EXERCISE DESCRIPTION —
The records that follow are to be given again exactly.

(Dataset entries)
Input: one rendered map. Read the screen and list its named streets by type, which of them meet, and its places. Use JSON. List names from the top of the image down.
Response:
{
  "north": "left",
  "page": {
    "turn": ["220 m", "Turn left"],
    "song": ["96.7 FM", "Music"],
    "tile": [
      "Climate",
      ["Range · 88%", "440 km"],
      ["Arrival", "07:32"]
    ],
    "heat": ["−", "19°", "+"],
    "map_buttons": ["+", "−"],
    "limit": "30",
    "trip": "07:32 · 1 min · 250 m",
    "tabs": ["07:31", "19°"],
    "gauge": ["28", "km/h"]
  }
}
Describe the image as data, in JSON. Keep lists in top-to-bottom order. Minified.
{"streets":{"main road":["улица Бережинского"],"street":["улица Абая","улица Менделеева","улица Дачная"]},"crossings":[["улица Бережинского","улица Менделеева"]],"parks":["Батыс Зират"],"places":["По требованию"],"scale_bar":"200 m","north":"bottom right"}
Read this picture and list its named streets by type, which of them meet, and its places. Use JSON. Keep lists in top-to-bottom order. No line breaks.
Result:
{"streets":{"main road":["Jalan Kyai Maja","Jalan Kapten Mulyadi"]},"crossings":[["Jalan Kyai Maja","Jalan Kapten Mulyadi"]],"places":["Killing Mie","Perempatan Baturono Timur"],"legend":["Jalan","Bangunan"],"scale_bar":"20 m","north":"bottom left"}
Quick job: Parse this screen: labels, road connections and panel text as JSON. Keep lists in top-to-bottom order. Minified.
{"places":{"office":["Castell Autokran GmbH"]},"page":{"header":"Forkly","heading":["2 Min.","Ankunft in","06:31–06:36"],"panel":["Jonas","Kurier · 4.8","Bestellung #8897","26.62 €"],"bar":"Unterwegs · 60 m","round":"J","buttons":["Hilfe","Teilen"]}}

SOLUTION —
Input: one rendered map. Read the screen and list its named streets by type, which of them meet, and its places. Use JSON. List names from the top of the image down.
Response:
{
  "north": "left",
  "page": {
    "turn": ["220 m", "Turn left"],
    "song": ["96.7 FM", "Music"],
    "tile": [
      "Climate",
      ["Range · 88%", "440 km"],
      ["Arrival", "07:32"]
    ],
    "heat": ["−", "19°", "+"],
    "map_buttons": ["+", "−"],
    "limit": "30",
    "trip": "07:32 · 1 min · 250 m",
    "tabs": ["07:31", "19°"],
    "gauge": ["28", "km/h"]
  }
}
Describe the image as data, in JSON. Keep lists in top-to-bottom order. Minified.
{"streets":{"main road":["улица Бережинского"],"street":["улица Абая","улица Менделеева","улица Дачная"]},"crossings":[["улица Бережинского","улица Менделеева"]],"parks":["Батыс Зират"],"places":["По требованию"],"scale_bar":"200 m","north":"bottom right"}
Read this picture and list its named streets by type, which of them meet, and its places. Use JSON. Keep lists in top-to-bottom order. No line breaks.
Result:
{"streets":{"main road":["Jalan Kyai Maja","Jalan Kapten Mulyadi"]},"crossings":[["Jalan Kyai Maja","Jalan Kapten Mulyadi"]],"places":["Killing Mie","Perempatan Baturono Timur"],"legend":["Jalan","Bangunan"],"scale_bar":"20 m","north":"bottom left"}
Quick job: Parse this screen: labels, road connections and panel text as JSON. Keep lists in top-to-bottom order. Minified.
{"places":{"office":["Castell Autokran GmbH"]},"page":{"header":"Forkly","heading":["2 Min.","Ankunft in","06:31–06:36"],"panel":["Jonas","Kurier · 4.8","Bestellung #8897","26.62 €"],"bar":"Unterwegs · 60 m","round":"J","buttons":["Hilfe","Teilen"]}}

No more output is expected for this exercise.